We left for Huetamo early New Years Eve day and made it there in about five hours. I never managed to get the camera out, so here's what you missed: four hours of constant curves, three stops so I could throw up on the side of the mountain, one large herd of random cows blocking the road (on a curve, no less), several possible bandidos that Ibis was convinced were going to try to rob us, and 33 burros on the side of the road. I only counted the ones that were loose and actually on the road, not the ones behind fences or tied to a tree or bush. Let's just say there were a lot of burros. And chipmunks.
Once we arrived, we pulled out the camera. This first picture is a building up the street from Ibis' grandmother's home. Unfortunately the entire family was in Morelia for the holiday so we were only able to track down a cousin. We spent the rest of our visit with his brother and his family (they have different fathers and therefore different families).
A cool bridge on the main road.
One street near the market. Cars still drive through these narrow passages but the sheets protect the vendors from the sun. We returned the following morning for breakfast and got to see them hang the sheets before it got too hot. Ibis also bought ten pounds of food that he's been dreaming about for years.
The road above the market leads to the church, which overlooks the entire area.
There are gates on all four sides of the church plaza. This is just one of them. The flowers and trees were beautiful.
We returned to the church with his brother's family later in the evening. I'm not Catholic but it was impressive to see how many people gathered to be blessed before the new year.
The plaza in the center of town. We stayed in a hotel on the plaza, thinking we'd be downtown for all the new year's festivities, but it was deserted. We went to bed before midnight and waited for the sound of gunshots to wish each other a happy new year. :)
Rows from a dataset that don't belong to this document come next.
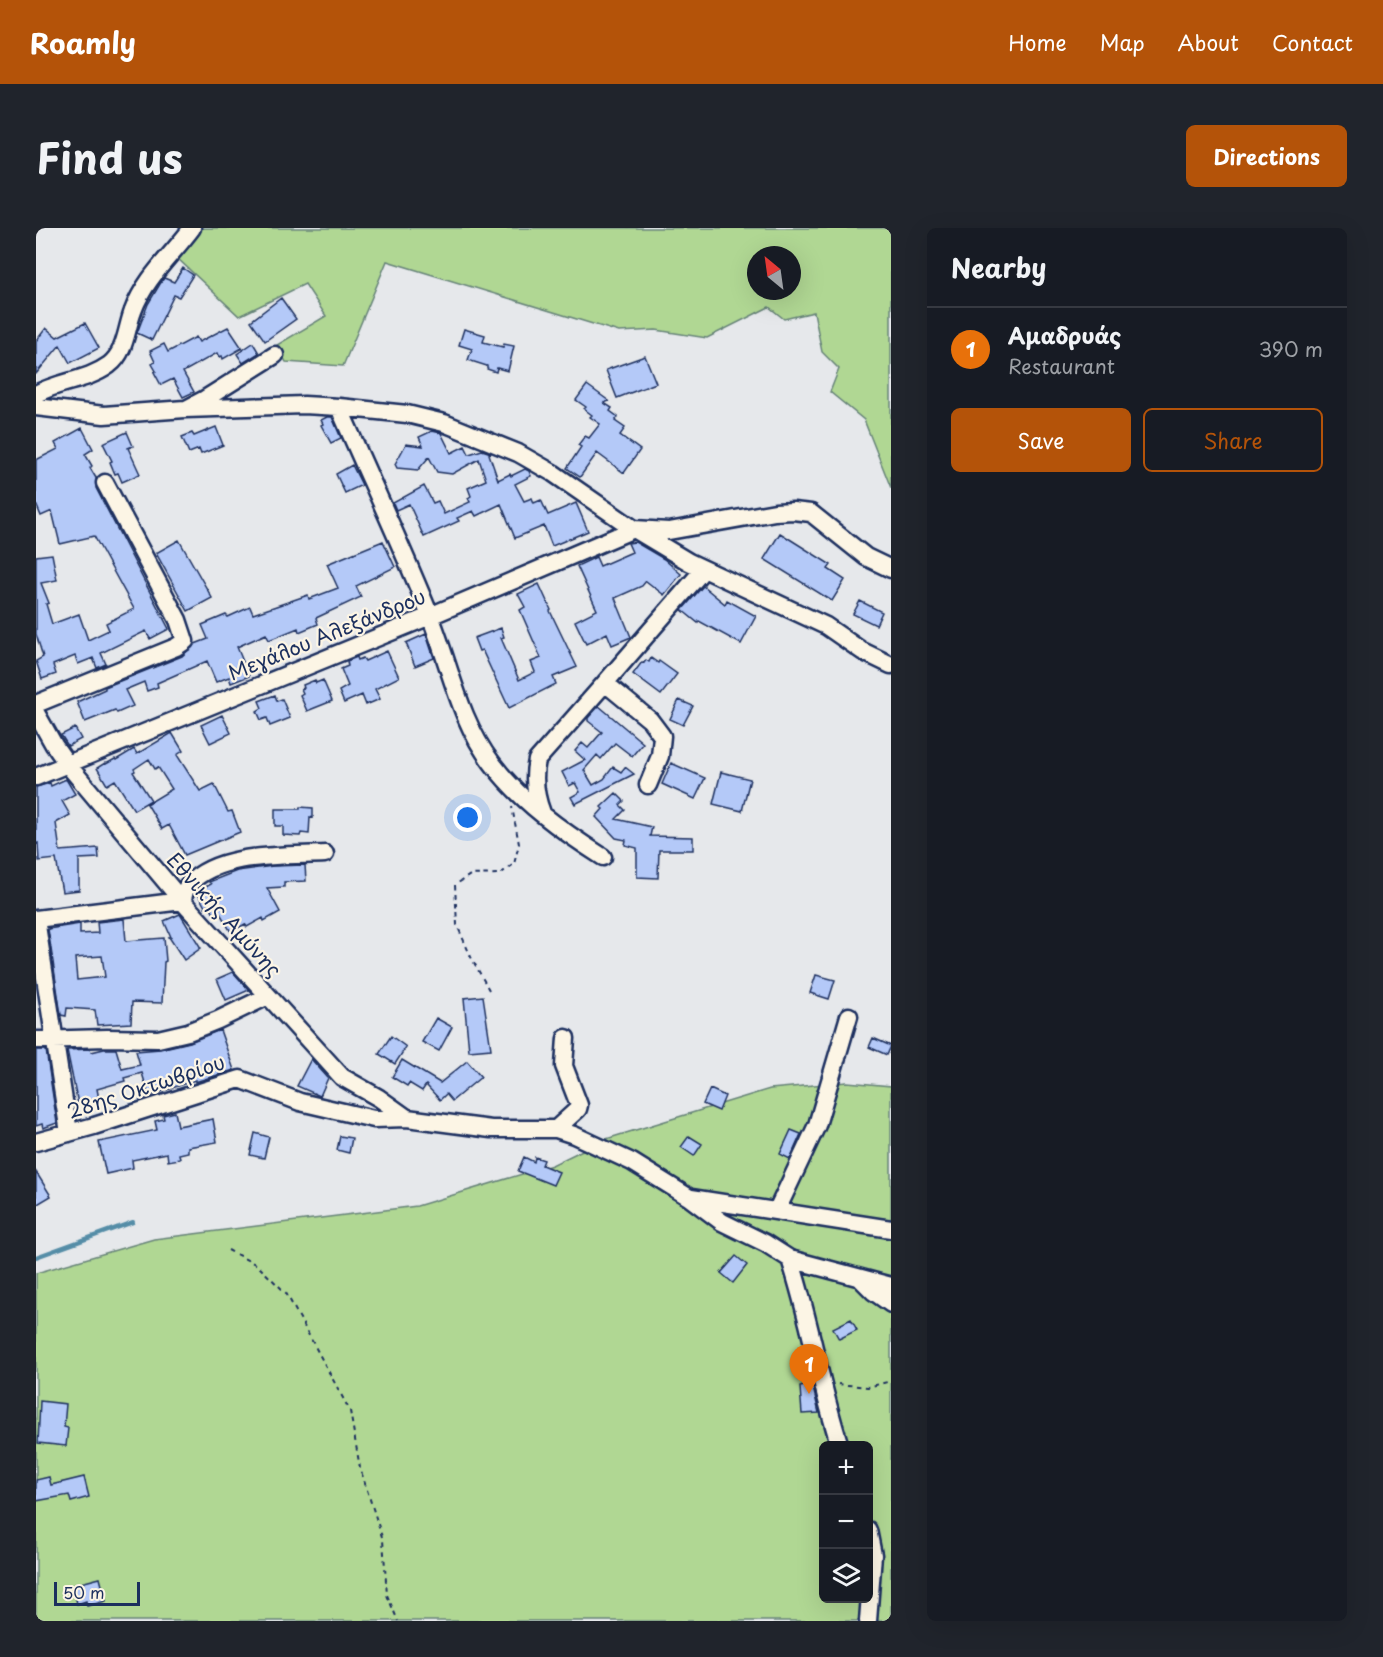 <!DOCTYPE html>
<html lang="en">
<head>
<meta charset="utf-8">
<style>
  body { margin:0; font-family:"Playpen Sans",sans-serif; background:#20242c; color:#f1f3f6 }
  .controls { position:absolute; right:18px; bottom:18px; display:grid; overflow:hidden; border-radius:9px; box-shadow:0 6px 24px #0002 }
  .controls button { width:54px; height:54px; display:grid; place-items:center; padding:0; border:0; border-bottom:2px solid #363941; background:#171b24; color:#f1f3f6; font:30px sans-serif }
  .compass { position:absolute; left:711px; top:18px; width:54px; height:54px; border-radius:50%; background:#171b24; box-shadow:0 6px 24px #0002; rotate:331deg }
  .scale { position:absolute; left:18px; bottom:15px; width:86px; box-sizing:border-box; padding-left:6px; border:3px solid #1b2f5e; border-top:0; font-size:16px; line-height:21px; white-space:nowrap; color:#1b2f5e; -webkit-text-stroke:4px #fcf5e5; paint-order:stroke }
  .you { position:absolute; left:432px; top:590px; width:21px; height:21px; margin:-15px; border:4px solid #fff; border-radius:50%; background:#1a73e8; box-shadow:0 0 0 9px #1a73e833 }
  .badge { display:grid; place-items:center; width:39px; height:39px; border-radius:50%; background:#b45309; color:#fff; font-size:20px; font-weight:700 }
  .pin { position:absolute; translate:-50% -50px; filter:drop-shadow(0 2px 3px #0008) }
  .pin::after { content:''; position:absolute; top:32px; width:21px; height:18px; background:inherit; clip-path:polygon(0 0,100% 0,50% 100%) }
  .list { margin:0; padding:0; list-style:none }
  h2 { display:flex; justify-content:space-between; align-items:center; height:78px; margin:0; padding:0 24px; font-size:26px }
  h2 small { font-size:20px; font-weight:400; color:#9ea1a6 }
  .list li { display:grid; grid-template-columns:39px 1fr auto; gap:18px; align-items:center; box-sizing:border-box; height:84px; padding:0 24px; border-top:2px solid #363941 }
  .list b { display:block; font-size:22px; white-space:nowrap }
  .list p { margin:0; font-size:20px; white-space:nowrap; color:#9ea1a6 }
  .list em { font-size:20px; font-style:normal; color:#9ea1a6 }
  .actions { display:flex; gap:12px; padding:18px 24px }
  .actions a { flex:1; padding:14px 0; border:2px solid #b45309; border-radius:9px; text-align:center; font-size:21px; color:#b45309 }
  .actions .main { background:#b45309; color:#fff }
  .icon { flex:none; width:33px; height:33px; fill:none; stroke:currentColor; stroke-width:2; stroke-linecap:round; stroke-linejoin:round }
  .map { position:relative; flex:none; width:855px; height:1393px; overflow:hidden; border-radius:9px }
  header { display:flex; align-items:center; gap:36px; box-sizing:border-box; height:84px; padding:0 30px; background:#b45309; color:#fff }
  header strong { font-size:28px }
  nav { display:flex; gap:33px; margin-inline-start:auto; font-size:21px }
  .intro { display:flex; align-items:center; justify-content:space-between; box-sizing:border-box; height:144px; padding:0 36px }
  h1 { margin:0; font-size:42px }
  .button { padding:15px 27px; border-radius:9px; background:#b45309; color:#fff; font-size:21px; font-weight:700 }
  main { display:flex; gap:36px; padding:0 36px }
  aside { flex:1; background:#171b24; border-radius:9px; box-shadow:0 6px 24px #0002 }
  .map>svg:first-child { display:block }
  .green { fill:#b0d793; stroke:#668378; stroke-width:1.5; fill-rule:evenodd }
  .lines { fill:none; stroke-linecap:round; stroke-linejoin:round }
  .stream { stroke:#558da7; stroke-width:4 }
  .building { fill:#b4c9f8; stroke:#1b2f5e; stroke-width:1.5; fill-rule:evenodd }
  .minor-casing { stroke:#1b2f5e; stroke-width:21 }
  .path { stroke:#1b2f5e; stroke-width:2; stroke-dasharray:4.5 4.5; stroke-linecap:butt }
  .minor { stroke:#fcf5e5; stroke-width:16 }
  .labels { text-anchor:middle; stroke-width:4.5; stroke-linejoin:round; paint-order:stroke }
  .street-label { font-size:20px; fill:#1b2f5e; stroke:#fcf5e5 }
</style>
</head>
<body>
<header>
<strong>Roamly</strong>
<nav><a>Home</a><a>Map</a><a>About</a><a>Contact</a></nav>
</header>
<div class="intro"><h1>Find us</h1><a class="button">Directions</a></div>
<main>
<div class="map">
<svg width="855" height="1393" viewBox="0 0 855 1393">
  <rect width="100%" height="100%" fill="#e6e8eb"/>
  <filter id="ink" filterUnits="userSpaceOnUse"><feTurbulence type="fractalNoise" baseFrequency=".0167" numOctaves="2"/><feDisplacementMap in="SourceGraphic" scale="12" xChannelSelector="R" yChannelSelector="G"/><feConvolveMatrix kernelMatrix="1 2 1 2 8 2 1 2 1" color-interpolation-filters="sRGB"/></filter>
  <g filter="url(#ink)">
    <!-- green -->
    <path class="green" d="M154,0H855V260L828,192L794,164L803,141L786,124L778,84L748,91L733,79L671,110L620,102L583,104L351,33L307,138L250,134L241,117L290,88L269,56L203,88L139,28ZM720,27H756V63H720Z
      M811,854L855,858V1393H0V1045L118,1011L381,978L516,937L567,912L734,861ZM788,1218H832V1370H788Z"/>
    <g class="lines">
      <!-- stream -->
      <path class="stream" d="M0,1029L97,994"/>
    </g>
    <!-- building -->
    <path class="building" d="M147,40L157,47L143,69L138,67L116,112L101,105L112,76L124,56L128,50L138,54Z
      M245,70L260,91L229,113L215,93Z
      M49,95L63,120L34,135L24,117L0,146V113L10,100L21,109Z
      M192,99L206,120L187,131L186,128L183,129L181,125L147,144L158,164L147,169L137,151L125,157L118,144L120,143L116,136L119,134L114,123L128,116L132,124L160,109L163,114Z
      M428,101L449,107L447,114L467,119L468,116L478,118L472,143L461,140L460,144L451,141V138L432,132L436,121L423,117Z
      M217,115L223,125L207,135L201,126Z
      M609,128L620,155L581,170L570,142Z
      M551,157L573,173L568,175L576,180L574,183L582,189L579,193L589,200L584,207L604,222L588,245L561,225L544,249L531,240L545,219L542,217L549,208L553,210L564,196L554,189L556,187L548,181L550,179L540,172Z
      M291,189H296L305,210L295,215L285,197L287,196L285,192Z
      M180,199L187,217L165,226L163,221L153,225L146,209L156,205L158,208Z
      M46,200L57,221L49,226L56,238L54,240L60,250V260L133,401L114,411L110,403L65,425L70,436L61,440L57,430L42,436L39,428L17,437L20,446L6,451L0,433L7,429L0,406V328L16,326L21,352L5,355L13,375L10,376L16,396L43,386L52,412L73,402L70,395L98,381L58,308L24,316L16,283L5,288L0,276V232L22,221L19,215Z
      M396,203L405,205L415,225L429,218L433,226L446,222L455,225L453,226L462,252L474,246L475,248L489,241L493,243L495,248L479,256L488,273L496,270L498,275L505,272L512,287L540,275L552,303L516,318L508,298L479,310L465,276L440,288L437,283L421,290L423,293L388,309L373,276L360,282L357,275L388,258L397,275L402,273L408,286L434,274L432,270L435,268L432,260L450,252L443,231L416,246L401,244L393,229L382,242L361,240L359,236L370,216L387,218L383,209Z
      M91,204L97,218L92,220L104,246L86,254L82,245L79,246L74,234L76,233L67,215Z
      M316,237L326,257L309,265L300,246Z
      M744,305L795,337L792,341L809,352L796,373L728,331Z
      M143,312L176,370L152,383L120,325Z
      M347,313L359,339L320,358L325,369L280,390L282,396L263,404L262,400L233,412L230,406L201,419L213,448L195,455L193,449L180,454L171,433L121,455L122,459L111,463L108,454L89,462L97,478L81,485L79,482L49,494L41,474L69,461V459L146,428L159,416L172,411L166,397L190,387L192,389L214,379L217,386L272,367L273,371L302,360L291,336Z
      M599,314L628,331L645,346L628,367L610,353L606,358L579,370L595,409L576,417L571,405L550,416L539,393L561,382L541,338L560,329L564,338L596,324L592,315Z
      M503,356L515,382L514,383L541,439L517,449L520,456L473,480L446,422L443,423L438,410L465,400L468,409L465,410L483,452L499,444L495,434L505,430L484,382L489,379L482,366Z
      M667,358L689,376L691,372L720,388L705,416L663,393L662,395L646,382Z
      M824,373L846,384L840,397L817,386Z
      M390,406L398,430L379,438L370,415Z
      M351,423L363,449L339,461L344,471L330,477L326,467L308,475L303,463L312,458L305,441L312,438L311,433L321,429L322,432L327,430L329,433Z
      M615,430L622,435L623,433L641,446L625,467L597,446L606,434L608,435L610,432L613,434Z
      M279,452L280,455L287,452L296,473L271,483L264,467L267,465L265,461L268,460L267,457Z
      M239,467L241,473L246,471L254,490L234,498L231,490L225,492L221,483L226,480L223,473Z
      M643,472L657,478L647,497L634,491Z
      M563,478L607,515L596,528L579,515L565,531L561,527L548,542L557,557L568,551L577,539L585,544L589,539L598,546L539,576L535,569L544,564L539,555L533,558L526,544L549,532L539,523L546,515L552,520L566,504L552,493V490Z
      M186,487L195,505L174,515L165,497Z
      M39,500L45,511L32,518L25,507Z
      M136,505L147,523L141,527L164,563L178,556L192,584L196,583L204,604L149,627L133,597L126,601L111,576L136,561L122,539L119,541L113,531L98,541L99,543L97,544L115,572L98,582L79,552L71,557L61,540L69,535L70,536L79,531L80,532L98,521L101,526Z
      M635,535L669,550L659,571L626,556Z
      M685,544L714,551L706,583L677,576Z
      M30,551L39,566L26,573L34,587L20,595L24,623L62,620L63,630L43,631V662L26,664L20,631L3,633L2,615L0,616V559L14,555L15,558Z
      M580,565L588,573L584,577L589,582L580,591L616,599L614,608L657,609V622H623L622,650L601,649V620L589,617L590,612L580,610L560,589L567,581L565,579Z
      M264,579L277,580V590L274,589L273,606L265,605L264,608L247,607V598H239V581H264Z
      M269,637L270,653L248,654V659L231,660L244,684L228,693L227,690L211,699L209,696L195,704L184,685L179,688L173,677L169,679L161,664L175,656L173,654L201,643L237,638Z
      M144,686L165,720L148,732L133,709H135L128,693Z
      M88,691L90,713L128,710L130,733L128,734L126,775L96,774L95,795L61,797L59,782L31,780L30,788L25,787L12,701L44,696V706L62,705L61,694ZM66,728L69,749L41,752L39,730Z
      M197,744L213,762L190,772L181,751Z
      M780,747L799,752L793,771L774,765Z
      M447,768L455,821L433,823L428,770Z
      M400,790L416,799L403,823L386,814Z
      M184,802L198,842L159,854V852L113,868L106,845L88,850L89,853L61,861L63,871L42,876L31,822L54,821L55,824L68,821H80L86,841L104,837L100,823L124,821L154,814Z
      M355,808L370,819L359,836L343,826Z
      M837,810L855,818L851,827L833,819Z
      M0,822H10L21,895L7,900L6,896L0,898Z
      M275,831L292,850L284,868L261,858Z
      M366,832L404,855L431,833L445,849L416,873L410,866L404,872L390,857L386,863L373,855L371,858L356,849Z
      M674,861L689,868L683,883L667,876Z
      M139,884L142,898L177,891L181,914L152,919V924L143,926L144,931L132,933L131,925L96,932L97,940L70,946L63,914L121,902L119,893L128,891L127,887Z
      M755,902L765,906L754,931L744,926Z
      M219,905L233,909L228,930L214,927Z
      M304,908L316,910L313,925L301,922Z
      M653,908L666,916L658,928L645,919Z
      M488,929L498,934L499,929L508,932L506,937L523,944L517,957L482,943Z
      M0,944L15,968L0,977Z
      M700,1028L711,1037L697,1055L685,1045Z
      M815,1091L821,1102L803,1111L797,1100Z
      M772,1153L776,1155L783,1185L766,1186L764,1159L768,1158Z
      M4,1173L30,1176L28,1199L32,1200L30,1218L2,1215Z
      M13,1249L15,1257L48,1249L53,1269L35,1274L33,1267L0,1273V1252Z
      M64,1350L70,1373L51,1378L50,1373L41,1376L37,1357Z"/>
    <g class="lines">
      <!-- minor casing -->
      <g class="minor-casing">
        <path id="minor" d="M0,166C23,153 51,153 73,137C90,124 90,101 97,83C109,50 136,27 156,0
          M0,179L68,187L149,181L268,177L303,179
          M152,180L169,171L239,127
          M0,476L140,419L149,413L142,392L69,255
          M0,485L18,517L32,537L146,673L306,849L343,870L371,890
          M0,549L394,388L598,301L633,303L739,284L757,283L775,285L830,329L855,341
          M612,557L624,528L626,508L614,492L569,455L668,341
          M506,585C499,567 497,550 501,532L569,455
          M567,629C526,603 485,574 456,535C423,492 414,437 394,388C366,318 333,249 303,179L371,186L408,195L482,225L517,245L598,301L653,334L790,398L826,423L855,437
          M0,691L146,673C148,668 149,660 153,656C183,624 248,628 289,626
          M0,691L33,905
          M0,812L71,810L122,811L152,804L182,792L232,768
          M520,901L542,881L543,877L528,838L530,810
          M0,914L58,898L204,851L264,874L338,891L371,890L455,901H520L538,907L596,934L654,970L686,994L729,1015L754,1031C774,1092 784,1156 804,1218
          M655,970L855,1001
          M741,982L781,897L813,788
          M754,1031L855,1058
          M826,1052L838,1064L855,1076
          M832,1393L837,1327L832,1302"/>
      </g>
      <!-- path -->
      <path class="path" d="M453,762L435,729L421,697L419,657L434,647L464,646L478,636L483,616L476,579
        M192,1022L221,1037L250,1065L314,1183L324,1240L347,1312L351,1367L362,1393
        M802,1156L832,1159L855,1153"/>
      <!-- minor -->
      <use href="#minor" class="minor"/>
    </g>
  </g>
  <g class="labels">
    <!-- street labels -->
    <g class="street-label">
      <text transform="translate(291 407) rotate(-22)" y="7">Μεγάλου Αλεξάνδρου</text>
      <text transform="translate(188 687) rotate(48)" y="7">Εθνικής Αμύνης</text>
      <text transform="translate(110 859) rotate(-18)" y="7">28ης Οκτωβρίου</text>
    </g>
  </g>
</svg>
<div class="controls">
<button>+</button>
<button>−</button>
<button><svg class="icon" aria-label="layers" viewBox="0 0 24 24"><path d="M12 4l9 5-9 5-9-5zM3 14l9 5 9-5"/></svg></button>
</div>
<svg class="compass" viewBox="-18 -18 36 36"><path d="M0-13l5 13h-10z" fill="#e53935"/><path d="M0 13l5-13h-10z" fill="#9ea1a6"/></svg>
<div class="scale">50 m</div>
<div class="you"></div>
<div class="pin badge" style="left:773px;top:1166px;background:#e8710a">1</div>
</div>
<aside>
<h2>Nearby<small></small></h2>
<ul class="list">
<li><span class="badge" style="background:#e8710a">1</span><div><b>Αμαδρυάς</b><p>Restaurant</p></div><em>390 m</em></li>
</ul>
<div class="actions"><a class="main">Save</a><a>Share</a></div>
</aside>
</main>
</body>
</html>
This was on the drive back. Because our drive there was so awful, his brother recommended a different road that would eventually meet up with the toll road from Morelia. It wouldn't necessarily be faster, but he promised less curves. We didn't have a map but Ibis had a good idea where we were headed, plus he's not afraid to ask for directions along the way.
We saw a lot of animals on the road but I was only able to catch a couple of them. These horses were being led, unlike the cows we saw on the way to Huetamo.
My camera was too slow! There were about twenty large cattle, but I only caught the last one and the guys moving them along.
A burro running alongside the rode. We usually honk so they know we're there but they're pretty good about staying on the side. We saw dogs in a few places that did NOT want to get up from the middle of the street - how dare we disturb they're rest!
A melon farm. Yes, Ibis went up to them and bought four melons. We've been eating food from Huetamo and melons for the past four days.
And now for the fun part of the trip. What Ibis' brother neglected to mention was that the road connecting us to the toll road was - oh... how do I say this - not finished. The pavement turned to gravel, which turned to dirt, and we chose a dirt lane along the side instead of the bumpy gravel, but they eventually merged back together.
We did stop a passing car to make sure we were headed in the right direction (there was NOTHING out there) and he assured us that we'd hit the toll road in another hour. That was after we'd already been on this road for an hour. We kept thinking it was strange that his brother didn't mention the dirt road, but we were too far along to do anything about it then. The stretch of road leading up to that point was brand new and beautiful, so we figured it all balanced out.
Our car after two hours of dirt roads.
The toll road! I took this picture to show how people travel here. There are several kids in the back of the truck that you can't see in this picture, and not only am I constantly bothered by how unsafe this is, they were also throwing all their garbage out the side.
Agave plants (that's what they make tequila with).
Lakes along the drive. They always make the long drive more enjoyable.
The mountain that saved us. Somewhere in hour two on the dirt road, Ibis said that he recognized this mountain. We've commented on past trips from Morelia that it looks like a face (lying down) and sure enough, we could see it from the middle of nowhere. It gave us hope that we were going the right way and would eventually make it there.
The shortcut recommended by his brother took five and a half hours, but at least I didn't get sick. We checked the map when we got home and we drove all over two states, and the dirt road we were on isn't even shown. In all it was a good trip, although disappointing that we didn't get to see his family. I'm glad I got to see where he was born and I have the urge for a roadtrip out of my system for a couple more months.